Part 5 - Load Balancing & Health Checks Image

#Part 5 - Load Balancing & Health Checks

Elliot Forbes Elliot Forbes · Mar 20, 2026 · 8 min read

In the previous tutorial, we added rate limiting to protect our backends from abuse. Now we’re going to tackle another critical piece of infrastructure: load balancing.

Up to this point, each route in our gateway maps to a single backend server. But in production, you typically run multiple instances of each service for reliability and throughput. If one instance crashes, the others keep serving traffic. Load balancing distributes requests across these instances.

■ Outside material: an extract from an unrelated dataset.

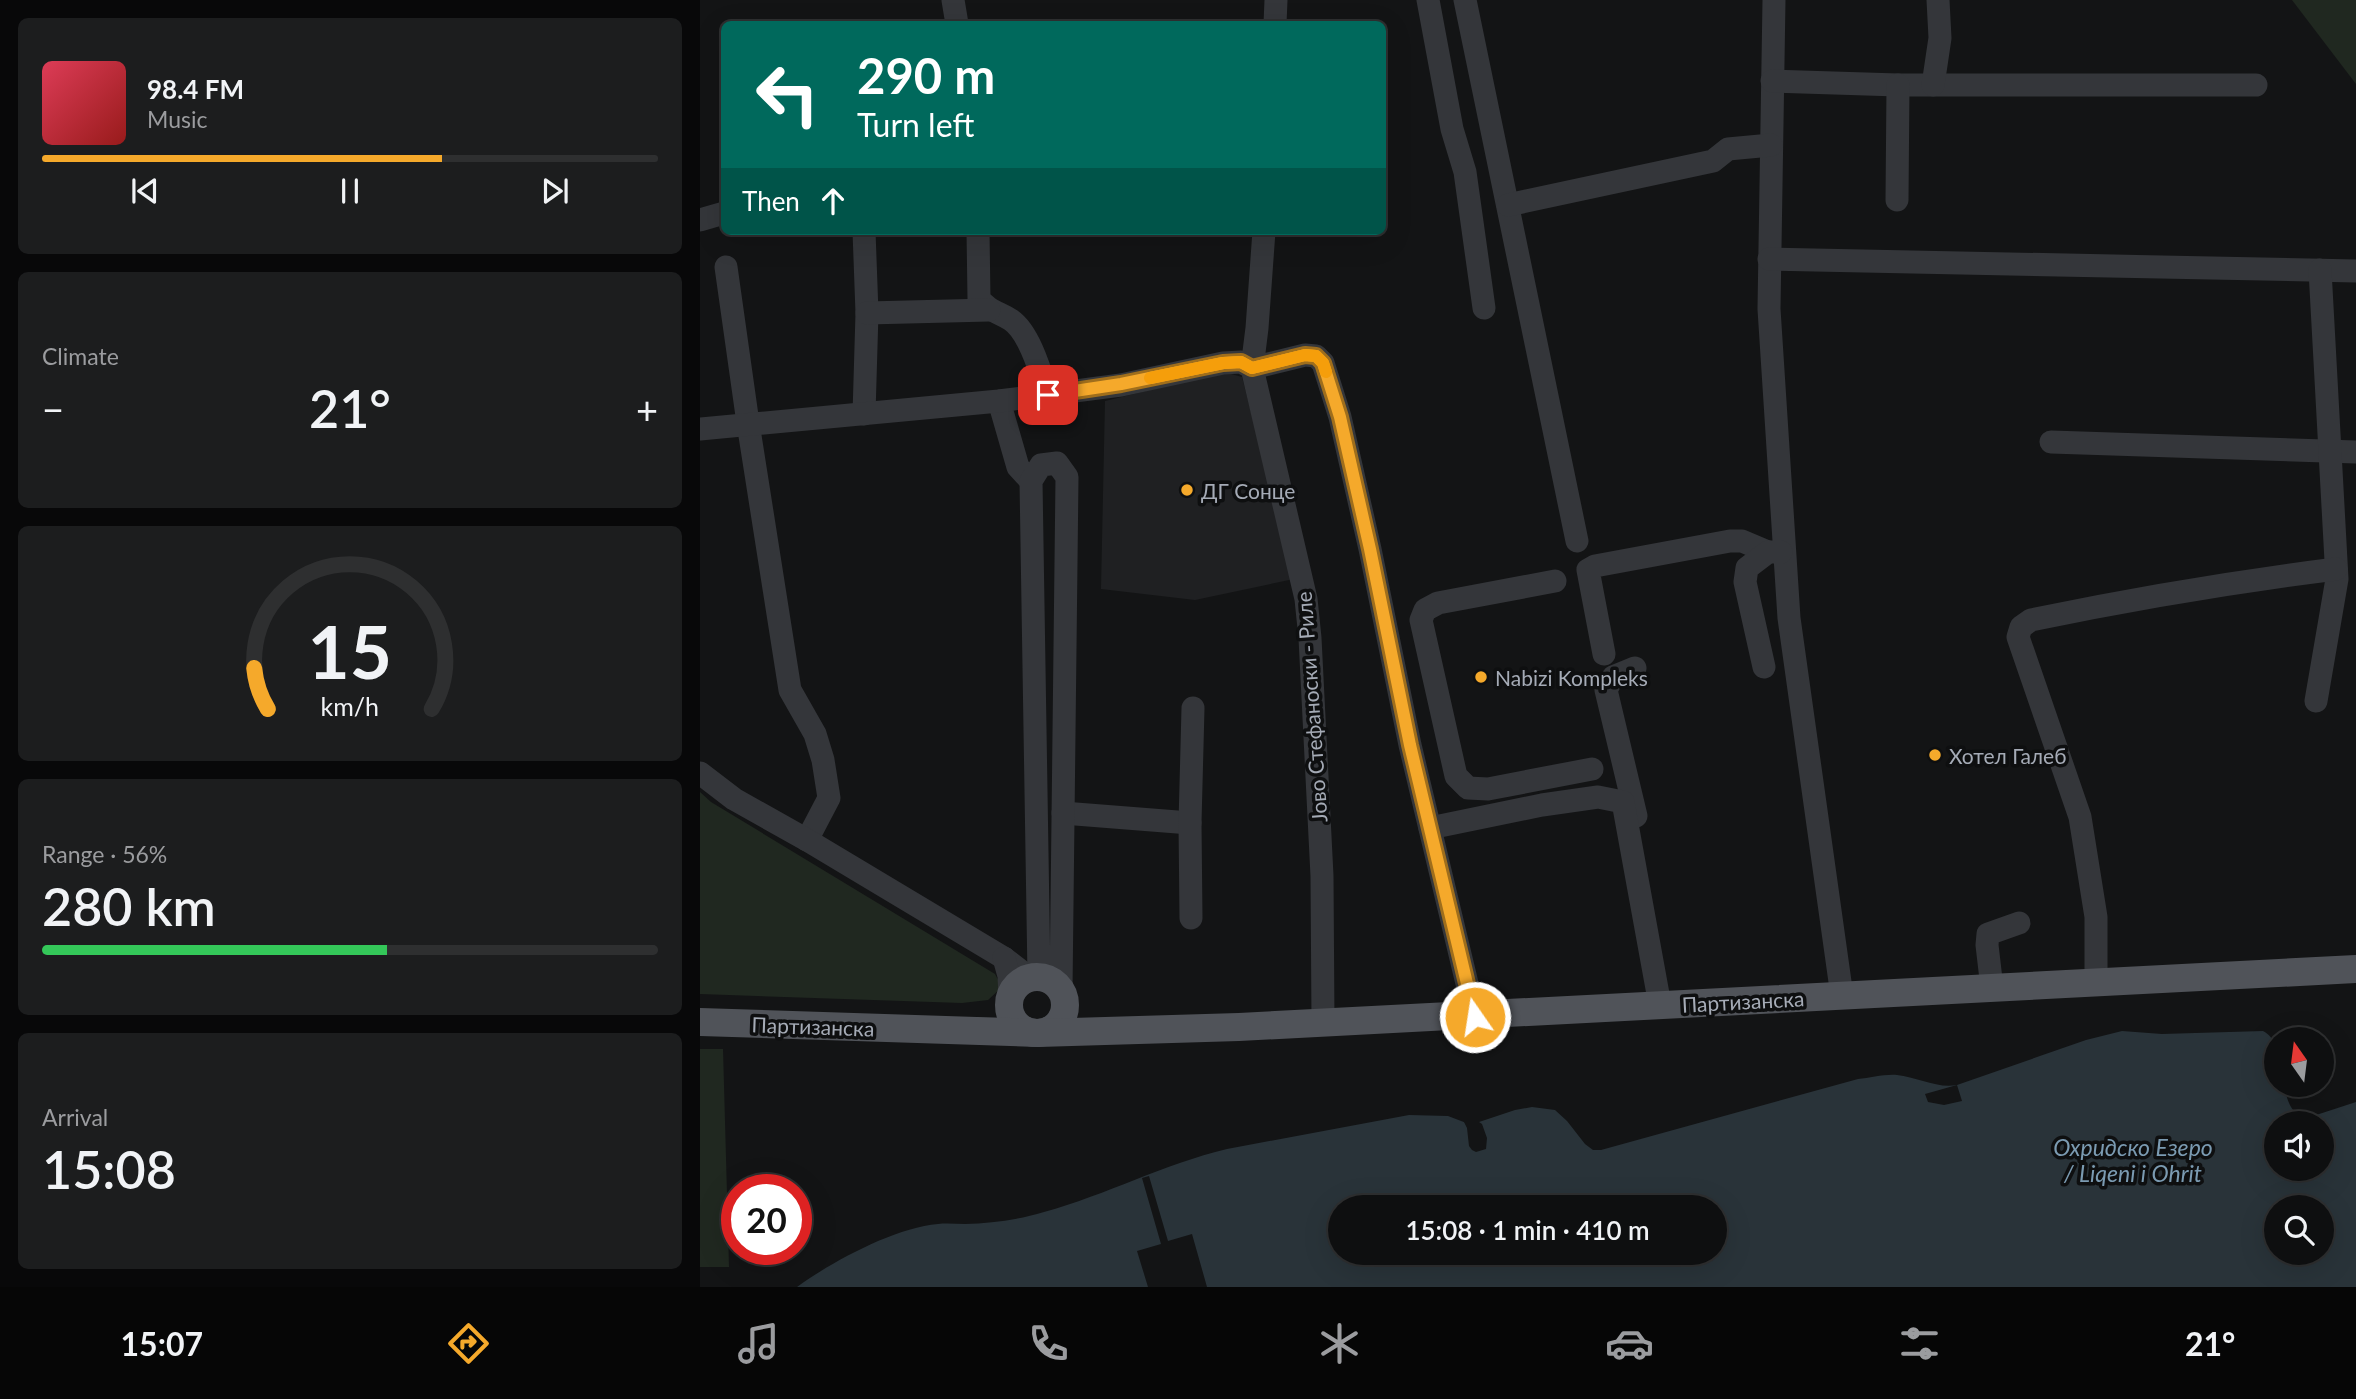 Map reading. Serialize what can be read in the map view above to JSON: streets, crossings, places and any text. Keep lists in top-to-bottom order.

By the end of this tutorial, we’ll have round-robin load balancing across multiple backend instances, plus background health checks that automatically stop sending traffic to unhealthy backends.

Updating the Route Model

First, we need to update our Route to support multiple backend instances instead of just one. Let’s rework src/router.rs:

src/router.rs
use std::sync::atomic::{AtomicUsize, Ordering};
use std::sync::{Arc, RwLock};

#[derive(Debug, Clone)]
pub struct Backend {
    pub host: String,
    pub port: u16,
    pub url: String,
    pub healthy: bool,
}

impl Backend {
    pub fn new(url: &str) -> Self {
        let trimmed = url.trim_start_matches("http://");
        let parts: Vec<&str> = trimmed.split(':').collect();
        let host = parts[0].to_string();
        let port: u16 = parts.get(1).unwrap_or(&"80").parse().unwrap_or(80);
        Backend {
            host,
            port,
            url: url.to_string(),
            healthy: true,
        }
    }

    pub fn address(&self) -> String {
        format!("{}:{}", self.host, self.port)
    }
}

pub struct Route {
    pub path_prefix: String,
    backends: RwLock<Vec<Backend>>,
    current: AtomicUsize,
}

impl Route {
    pub fn new(path_prefix: &str, backend_urls: Vec<&str>) -> Self {
        let backends: Vec<Backend> = backend_urls.iter().map(|url| Backend::new(url)).collect();
        Route {
            path_prefix: path_prefix.to_string(),
            backends: RwLock::new(backends),
            current: AtomicUsize::new(0),
        }
    }

    pub fn matches(&self, path: &str) -> bool {
        path.starts_with(&self.path_prefix)
    }

    /// Get the next healthy backend using round-robin
    pub fn next_backend(&self) -> Option<Backend> {
        let backends = self.backends.read().unwrap();
        let healthy: Vec<&Backend> = backends.iter().filter(|b| b.healthy).collect();

        if healthy.is_empty() {
            return None;
        }

        let idx = self.current.fetch_add(1, Ordering::Relaxed) % healthy.len();
        Some(healthy[idx].clone())
    }

    /// Get all backends (for health checking)
    pub fn get_backends(&self) -> Vec<Backend> {
        self.backends.read().unwrap().clone()
    }

    /// Update the health status of a backend
    pub fn set_backend_health(&self, url: &str, healthy: bool) {
        let mut backends = self.backends.write().unwrap();
        if let Some(backend) = backends.iter_mut().find(|b| b.url == url) {
            if backend.healthy != healthy {
                let status = if healthy { "healthy" } else { "unhealthy" };
                println!("  [health] {} is now {}", url, status);
            }
            backend.healthy = healthy;
        }
    }
}

There are some important new concepts here:

RwLock — A reader-writer lock. Unlike a Mutex which only allows one accessor at a time, an RwLock allows many concurrent readers OR one writer. This is perfect for our use case: requests read the backend list frequently, but health checks write to it infrequently. RwLock gives us better performance under high traffic than a Mutex would.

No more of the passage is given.